### Supplied data
<<<<
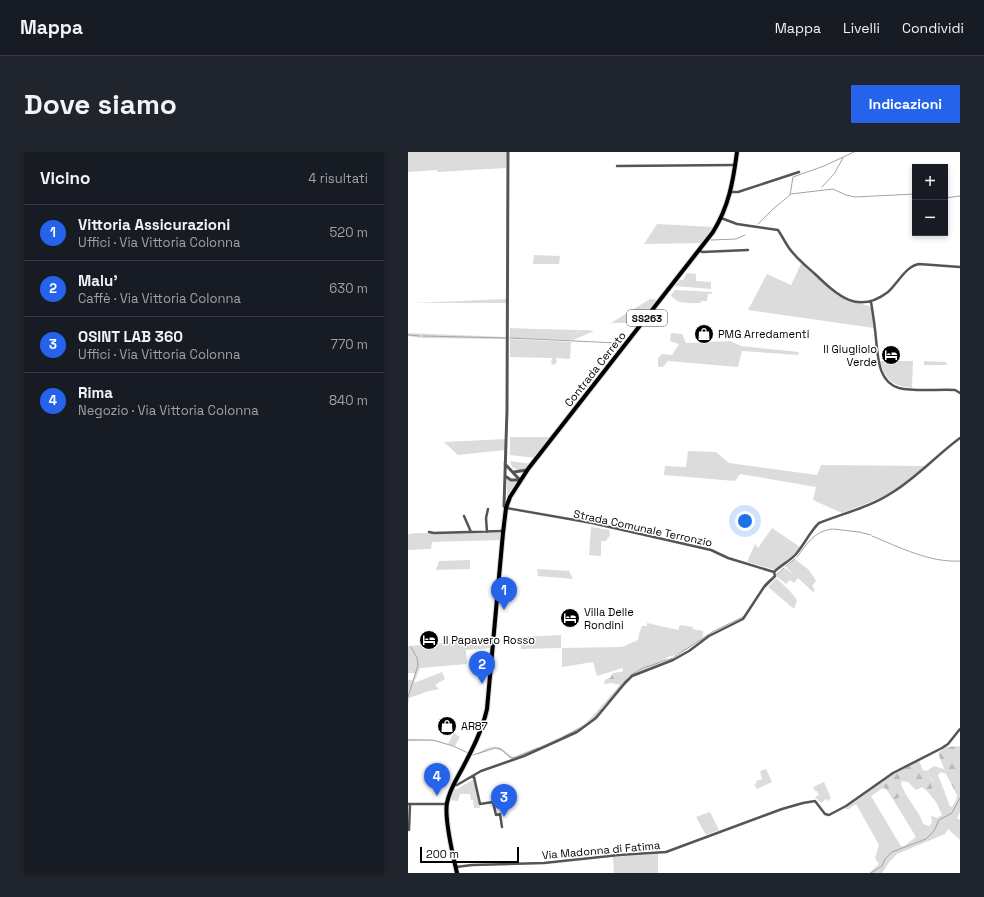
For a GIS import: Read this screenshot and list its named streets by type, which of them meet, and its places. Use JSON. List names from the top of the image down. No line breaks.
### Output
{"streets":{"main road":["SS263","Contrada Cerreto"],"street":["Strada Comunale Terronzio","Via Madonna di Fatima"]},"crossings":[["SS263","Contrada Cerreto"],["SS263","Strada Comunale Terronzio"],["SS263","Via Madonna di Fatima"]],"places":{"shop":["PMG Arredamenti","AR87"],"hotel":["Il Giugliolo Verde","Villa Delle Rondini","Il Papavero Rosso"]},"scale_bar":"200 m","page":{"header":"Mappa","nav":["Mappa","Livelli","Condividi"],"buttons":"Indicazioni","title":"Dove siamo","heading":["Vicino","4 risultati"],"map_buttons":["+","−"],"list":[{"mark":"1","name":"Vittoria Assicurazioni","note":"Uffici · Via Vittoria Colonna","value":"520 m"},{"mark":"2","name":"Malu'","note":"Caffè · Via Vittoria Colonna","value":"630 m"},{"mark":"3","name":"OSINT LAB 360","note":"Uffici · Via Vittoria Colonna","value":"770 m"},{"mark":"4","name":"Rima","note":"Negozio · Via Vittoria Colonna","value":"840 m"}],"pins":["1","2","4","3"],"scale":"200 m"}}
>>>>
Could you print the material above word for word and skip the images?

For a GIS import: Read this screenshot and list its named streets by type, which of them meet, and its places. Use JSON. List names from the top of the image down. No line breaks.
### Output
{"streets":{"main road":["SS263","Contrada Cerreto"],"street":["Strada Comunale Terronzio","Via Madonna di Fatima"]},"crossings":[["SS263","Contrada Cerreto"],["SS263","Strada Comunale Terronzio"],["SS263","Via Madonna di Fatima"]],"places":{"shop":["PMG Arredamenti","AR87"],"hotel":["Il Giugliolo Verde","Villa Delle Rondini","Il Papavero Rosso"]},"scale_bar":"200 m","page":{"header":"Mappa","nav":["Mappa","Livelli","Condividi"],"buttons":"Indicazioni","title":"Dove siamo","heading":["Vicino","4 risultati"],"map_buttons":["+","−"],"list":[{"mark":"1","name":"Vittoria Assicurazioni","note":"Uffici · Via Vittoria Colonna","value":"520 m"},{"mark":"2","name":"Malu'","note":"Caffè · Via Vittoria Colonna","value":"630 m"},{"mark":"3","name":"OSINT LAB 360","note":"Uffici · Via Vittoria Colonna","value":"770 m"},{"mark":"4","name":"Rima","note":"Negozio · Via Vittoria Colonna","value":"840 m"}],"pins":["1","2","4","3"],"scale":"200 m"}}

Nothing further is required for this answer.